** What is being asked **
Only the text belongs in the copy. Transcribe the data exactly and drop any pictures.

[Stored data entries]
Segment Open
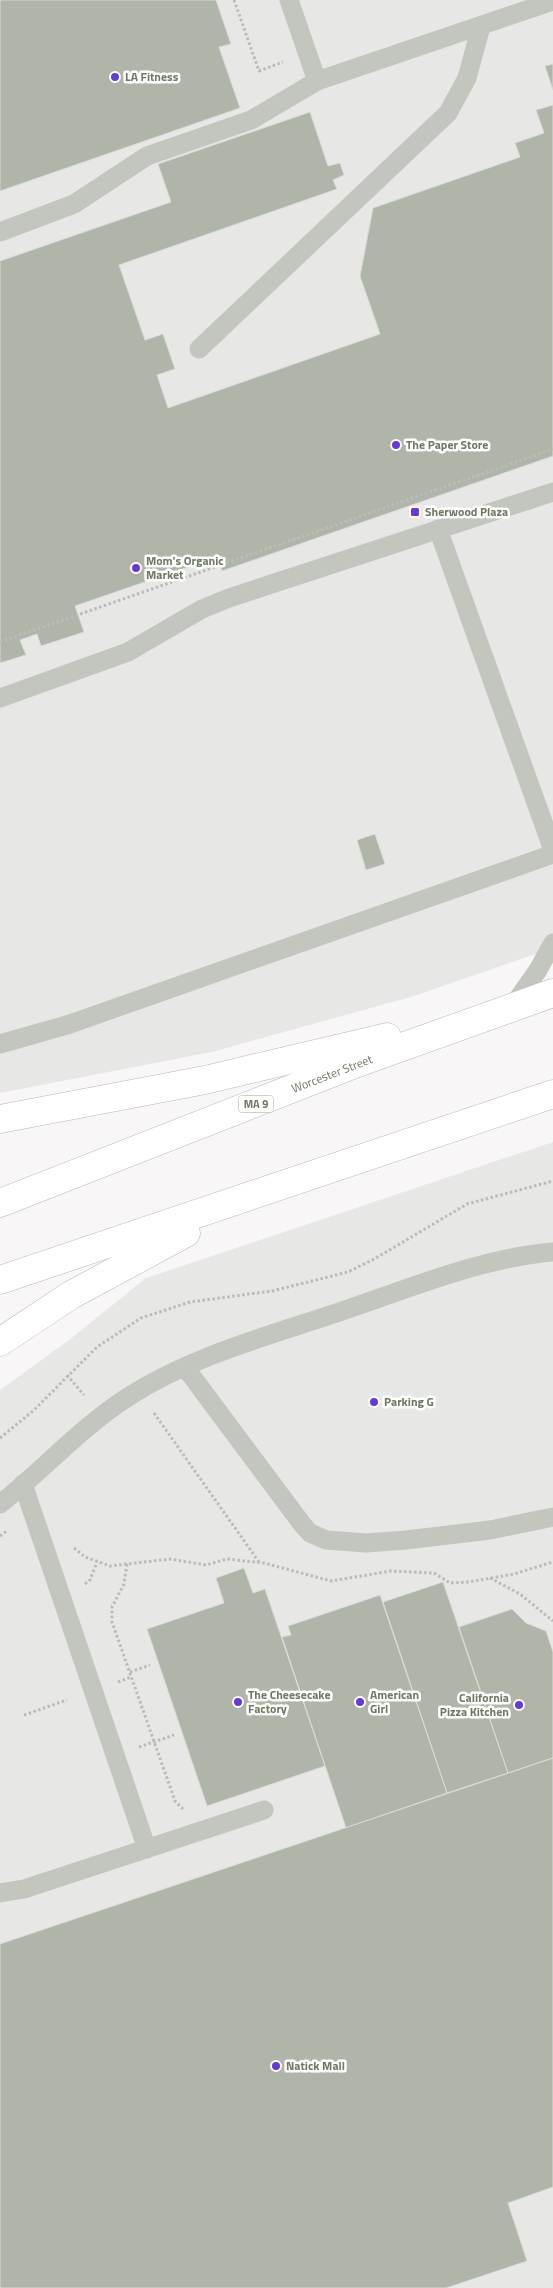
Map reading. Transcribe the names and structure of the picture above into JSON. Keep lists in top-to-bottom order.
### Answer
{
  "streets": {
    "highway": ["Worcester Street", "MA 9"]
  },
  "places": {
    "other": [
      "LA Fitness",
      "The Paper Store",
      "Mom's Organic Market",
      "Parking G",
      "The Cheesecake Factory",
      "American Girl",
      "California Pizza Kitchen",
      "Natick Mall"
    ],
    "transit": ["Sherwood Plaza"]
  }
}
Segment Closed
** Completed task **
Map reading. Transcribe the names and structure of the picture above into JSON. Keep lists in top-to-bottom order.
### Answer
{
  "streets": {
    "highway": ["Worcester Street", "MA 9"]
  },
  "places": {
    "other": [
      "LA Fitness",
      "The Paper Store",
      "Mom's Organic Market",
      "Parking G",
      "The Cheesecake Factory",
      "American Girl",
      "California Pizza Kitchen",
      "Natick Mall"
    ],
    "transit": ["Sherwood Plaza"]
  }
}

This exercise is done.